_Problem description_
Could you repeat every entry below word for word, leaving out the pictures?

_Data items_
+-------+
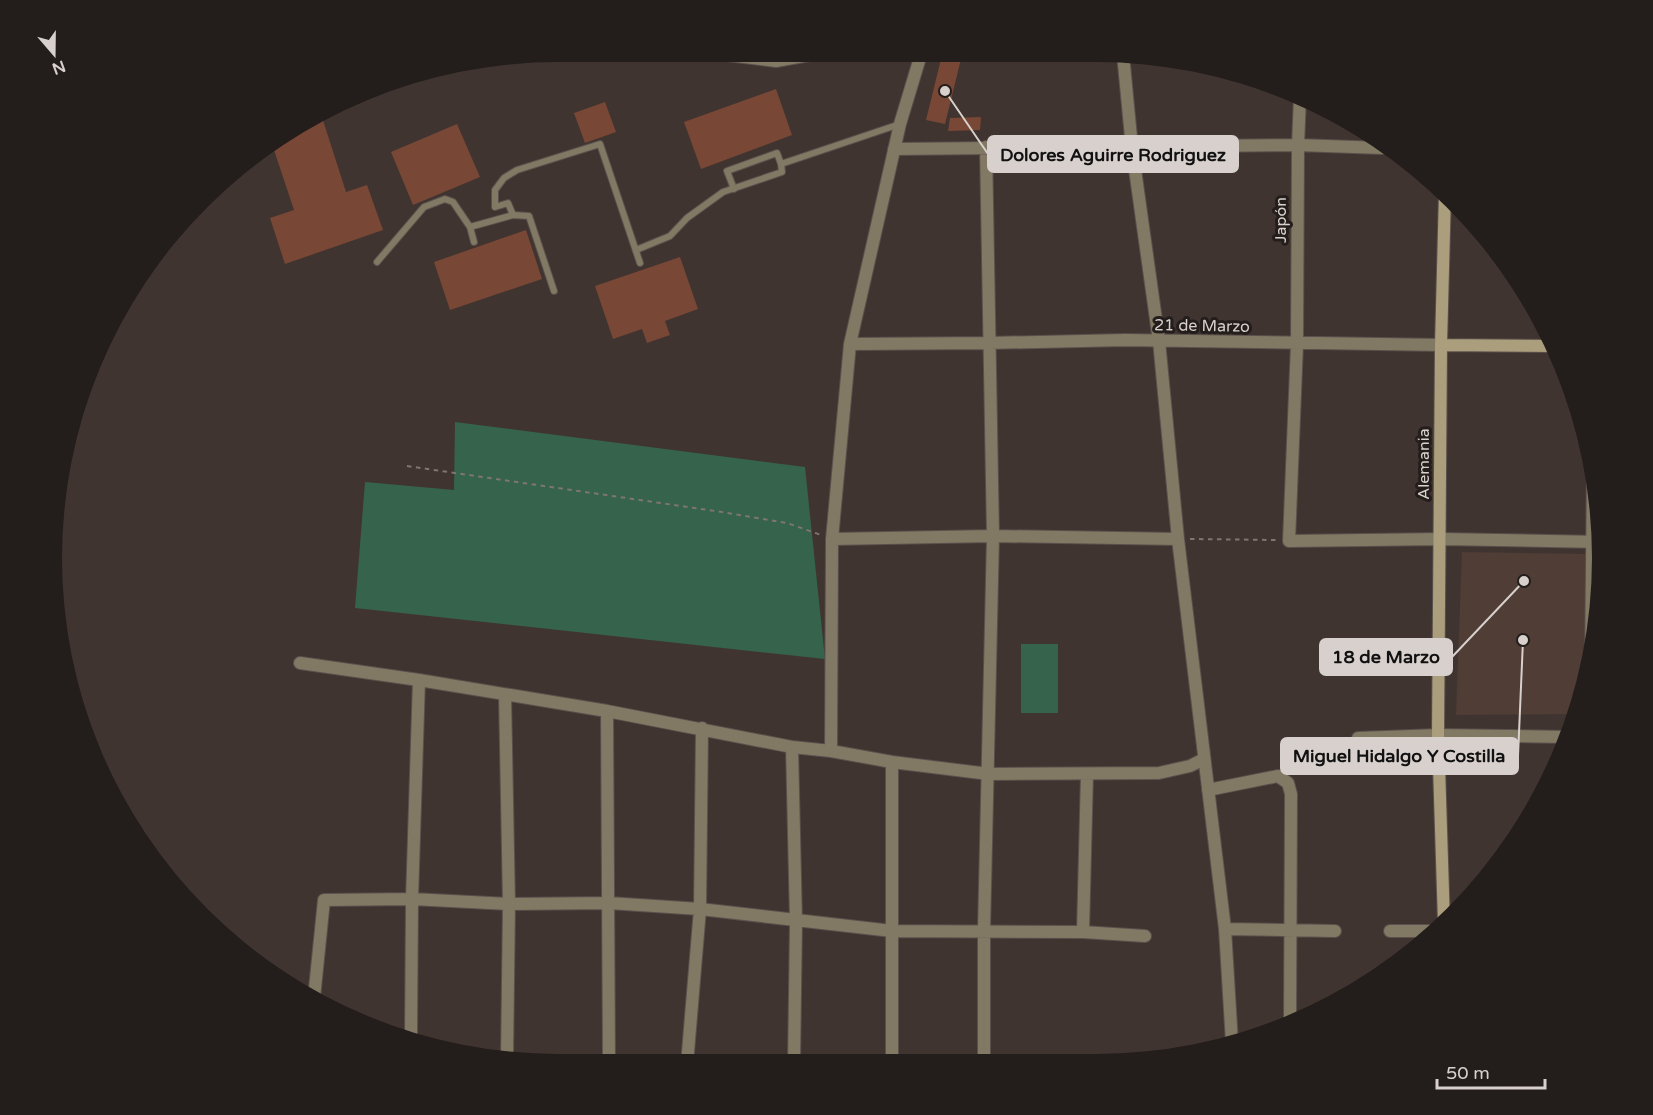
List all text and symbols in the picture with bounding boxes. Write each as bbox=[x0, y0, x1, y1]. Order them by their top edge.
north arrow bbox=[24, 24, 84, 84]
text: N bbox=[49, 56, 68, 79]
callout: Dolores Aguirre Rodriguez bbox=[988, 136, 1238, 172]
text: Dolores Aguirre Rodriguez bbox=[1000, 144, 1226, 166]
street label: Japón bbox=[1271, 197, 1291, 243]
street label: 21 de Marzo bbox=[1154, 315, 1250, 337]
street label: Alemania bbox=[1414, 428, 1434, 500]
callout: 18 de Marzo bbox=[1320, 639, 1452, 675]
text: 18 de Marzo bbox=[1332, 646, 1440, 668]
callout: Miguel Hidalgo Y Costilla bbox=[1281, 738, 1518, 774]
text: Miguel Hidalgo Y Costilla bbox=[1293, 745, 1505, 767]
scale bar bbox=[1437, 1052, 1545, 1090]
text: 50 m bbox=[1446, 1062, 1490, 1084]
+-------+
_Result of this exercise_
List all text and symbols in the picture with bounding boxes. Write each as bbox=[x0, y0, x1, y1]. Order them by their top edge.
north arrow bbox=[24, 24, 84, 84]
text: N bbox=[49, 56, 68, 79]
callout: Dolores Aguirre Rodriguez bbox=[988, 136, 1238, 172]
text: Dolores Aguirre Rodriguez bbox=[1000, 144, 1226, 166]
street label: Japón bbox=[1271, 197, 1291, 243]
street label: 21 de Marzo bbox=[1154, 315, 1250, 337]
street label: Alemania bbox=[1414, 428, 1434, 500]
callout: 18 de Marzo bbox=[1320, 639, 1452, 675]
text: 18 de Marzo bbox=[1332, 646, 1440, 668]
callout: Miguel Hidalgo Y Costilla bbox=[1281, 738, 1518, 774]
text: Miguel Hidalgo Y Costilla bbox=[1293, 745, 1505, 767]
scale bar bbox=[1437, 1052, 1545, 1090]
text: 50 m bbox=[1446, 1062, 1490, 1084]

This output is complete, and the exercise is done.